In Meghan Markle’s latest episode of her “Archetypes” podcast, she explores the way strong-minded women are often labeled “difficult” and “pushy,” or even have the “B-word” attached to them.
The Duchess of Sussex says nothing in Tuesday’s episode about how she herself was labeled “difficult,” “demanding” and worse in books and media reports about the time she lived in the U.K, before and after she married Prince Harry.
The former TV actor doesn’t bring up the fact that she was the subject of an internal Buckingham Palace investigation over allegations that she bullied palace staff. It’s also as if her reputation wasn’t challenged by two recent books by prominent royal authors who detailed allegations that she was haughty, controlling and launched into angry tirades at aides when she didn’t immediately get what she wanted.
In one of those books, “Revenge: Meghan, Harry and the War Between the Windsors,” journalist Tom Bower reported that Harry’s old private school friends also called her “humorless” and used the B-word to describe her after they said she wouldn’t laugh at their crude jokes when they first met her during a weekend shooting party at the queen’s Sandringham estate.
Meghan’s representatives have dismissed the bullying allegations, first reported in the Times UK in March 2021, as part of “a calculated smear campaign.” On her Spotify podcast episode Tuesday, Meghan gets to control the narrative and chooses to ignore those allegations completely, but they remain a subtext during the hour-long show, titled “To ‘B’ or not to ‘B?’ With Mellody Hobson and Victoria Jackson.”
At times, it almost sounds as if the episode’s talking points and Meghan’s conversations with these trailblazing female business leaders were specifically tailored to address those allegations — albeit indirectly — and attempt to correct perceptions about her.
With her mellifluous voice that’s a natural for podcasting, Meghan talks about how “strong-minded women” are branded “difficult.” In describing what people mean when they use the B-word, Meghan says: “What these people are implying when they use that very charged word, is that this woman, ‘Oh, she’s difficult.’ Which is really just a euphemism or is probably not even a euphemism.

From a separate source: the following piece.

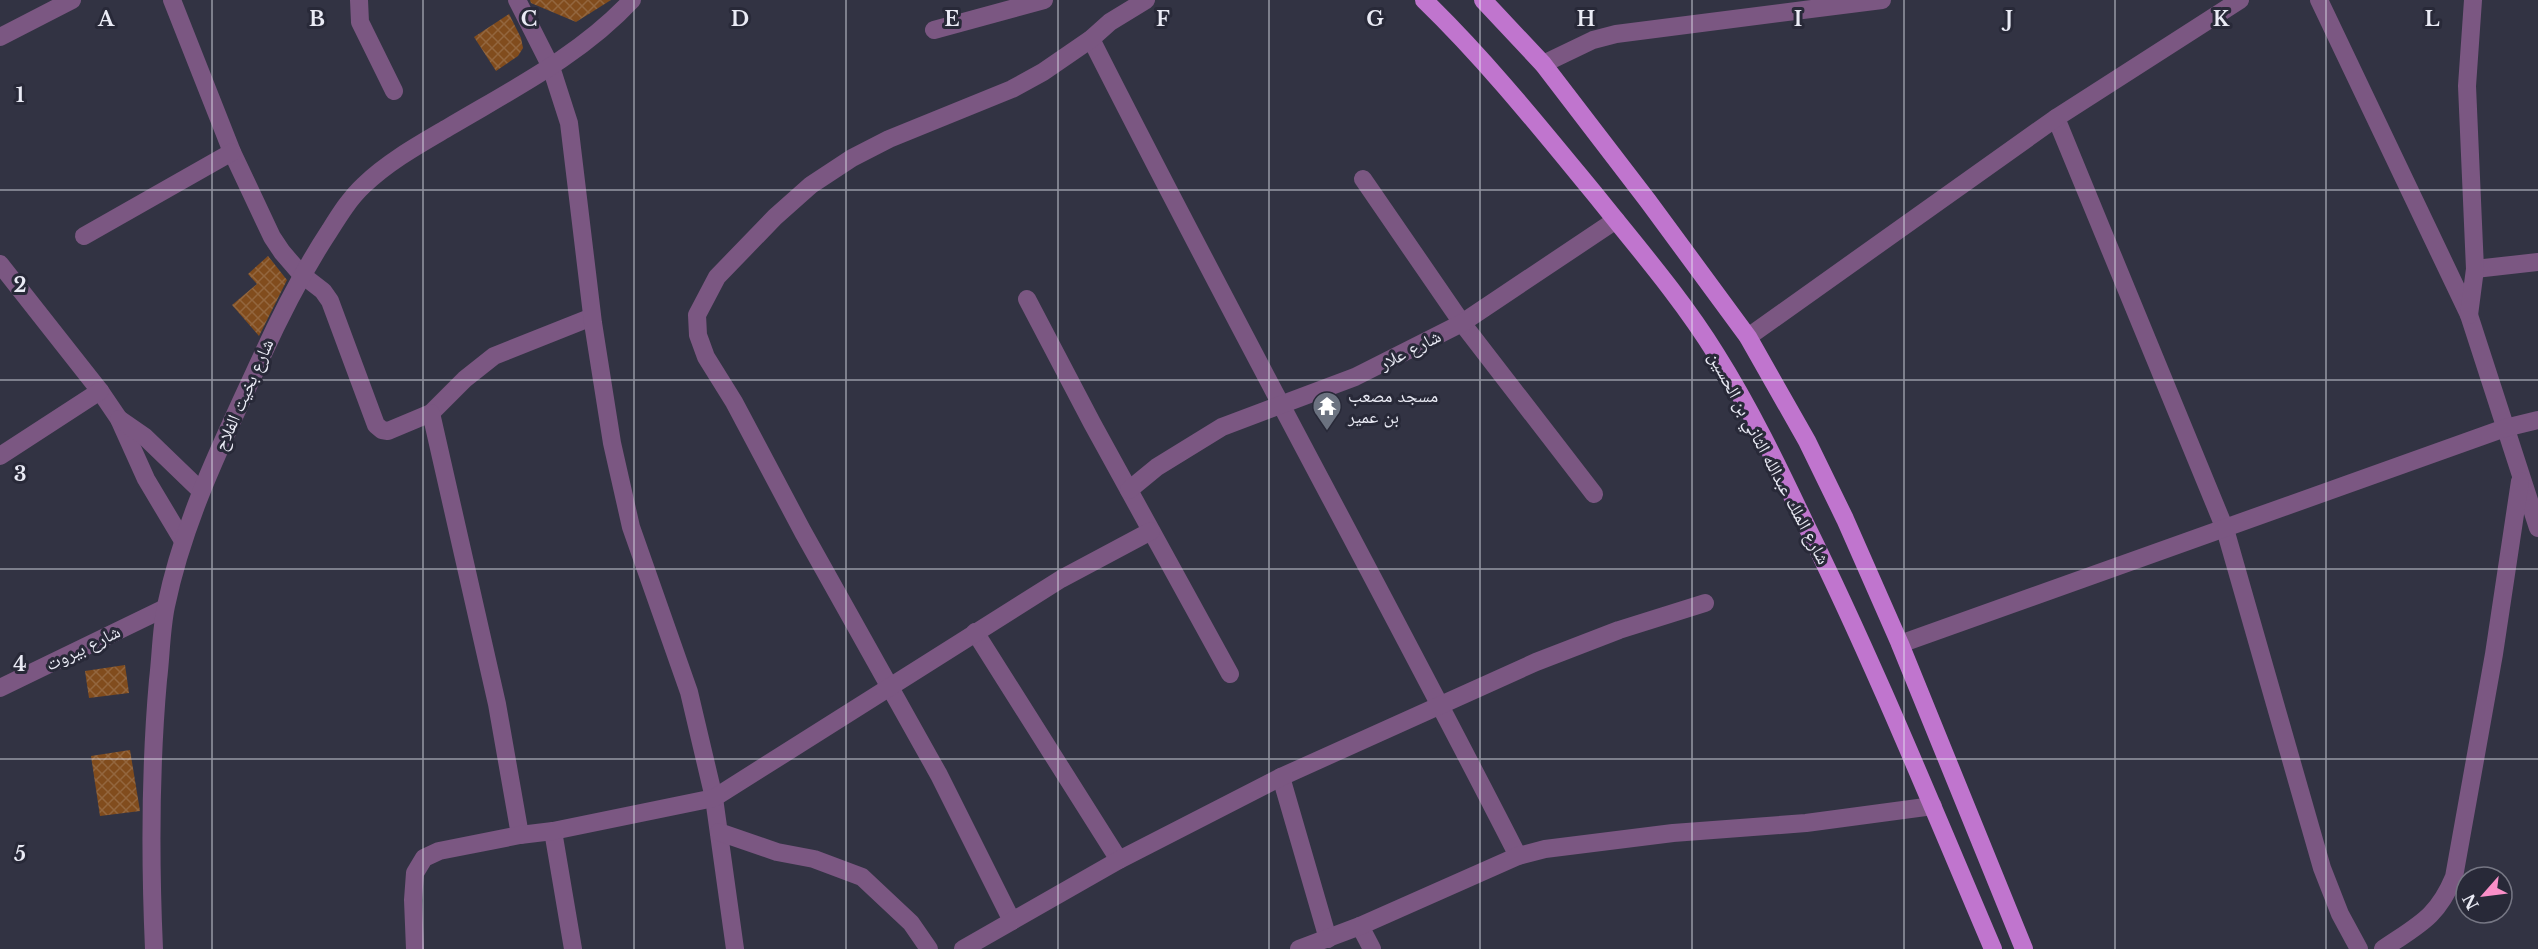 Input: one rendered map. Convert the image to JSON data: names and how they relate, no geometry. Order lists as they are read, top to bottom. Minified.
{"streets":{"main road":["شارع الملك عبدالله الثاني بن الحسين"],"street":["شارع علار","شارع بخيت الفلاح","شارع بيروت"]},"crossings":[["شارع علار","شارع الملك عبدالله الثاني بن الحسين"],["شارع بخيت الفلاح","شارع بيروت"]],"places":{"temple":["مسجد مصعب بن عمير"]},"north":"bottom left","grid":{"columns":["A","B","C","D","E","F","G","H","I","J","K","L"],"rows":["1","2","3","4","5"]}} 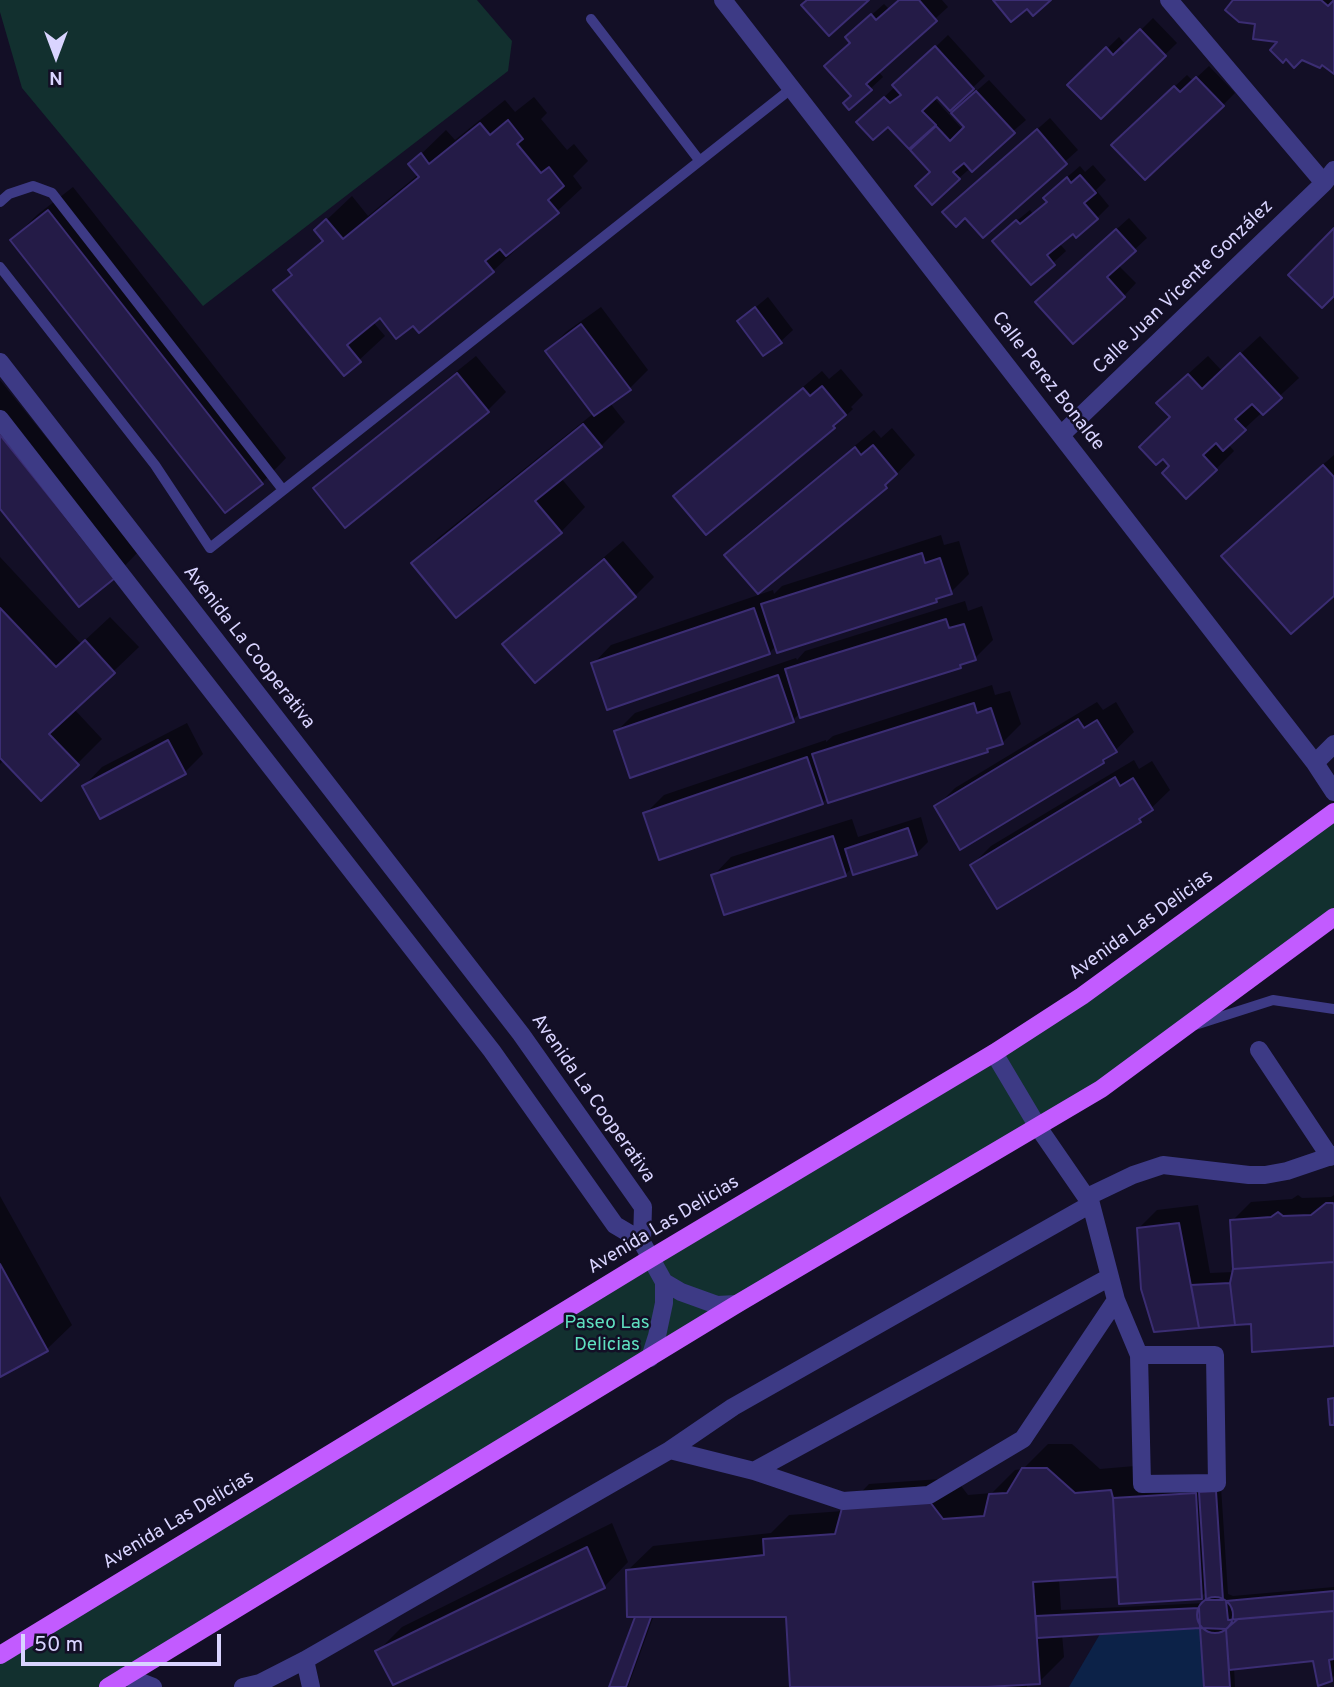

It’s really a codeword for the B-word.’”
Meghan also recalled some advice she once got from a friend.
“My friend said to me, there’s a certain point when you come to terms with the fact that not everyone is going to like you, the goal can’t be for everyone to like you, but the goal can be for them to respect you.”
The duchess also talked about how some friends are “reclaiming” and “embracing” the “B-word,” but she said she refuses to use it herself. She said she would never use it except when referring to a female dog.
Meghan’s guests on the episode included her friends, Hobson and Jackson. Hobson is the chairwoman of Starbucks and was the first Black woman to chair an S&P 500 company. She also is married to “Star Wars” creator George Lucas. Meanwhile, Jackson is the cosmetics mogul who is said to be part of the Sussexes’ close-knit group of friends in Montecito, the Daily Mail said.
Jackson described a harrowing event when she was a teenager in the 1970s and was “raped and stabbed” by the notorious “pillowcase rapist.” Jackson went on to build a $1 billion business in cosmetics and then moved into medical research after her daughter was diagnosed with a rare and often fatal eye condition.
Before talking to Hobson, Meghan recounted another conversation with a friend who noted that the B-word is a way to make “a convenient villain” out of assertive women in positions of power.
Meghan could definitely count herself among such women. After all, the Los Angeles native assertively worked to attain positions of power, first in Hollywood, when she won a co-starring role on a TV show, and then on the international stage when she married into the British royal family. Now, she and Harry, living in California, are attempting to forge careers as major media moguls, global philanthropists and influencers.
“It becomes a way to take their power away,” Meghan said. “Keep them in their place. A lot of times it’s tied to the very women who have power and agency, as my friend was suggesting, who aren’t comfortable being silent, like, businesswomen and entrepreneurs.”
Meghan also said, “I remember when I was a kid and people would say ‘sticks and stones may break your bones, but names will never hurt you.’ Well, that was just a flat-out lie. Of course names hurt. But what happens when we use that pain to fuel purpose, when the B-word is shouted with one intent, but you’re able to let it go and to remind yourself of all the other words with a ‘B’ that better describe you: Beautiful, blessed, brilliant, beguiling, blissful, bedazzling. Take your pick.”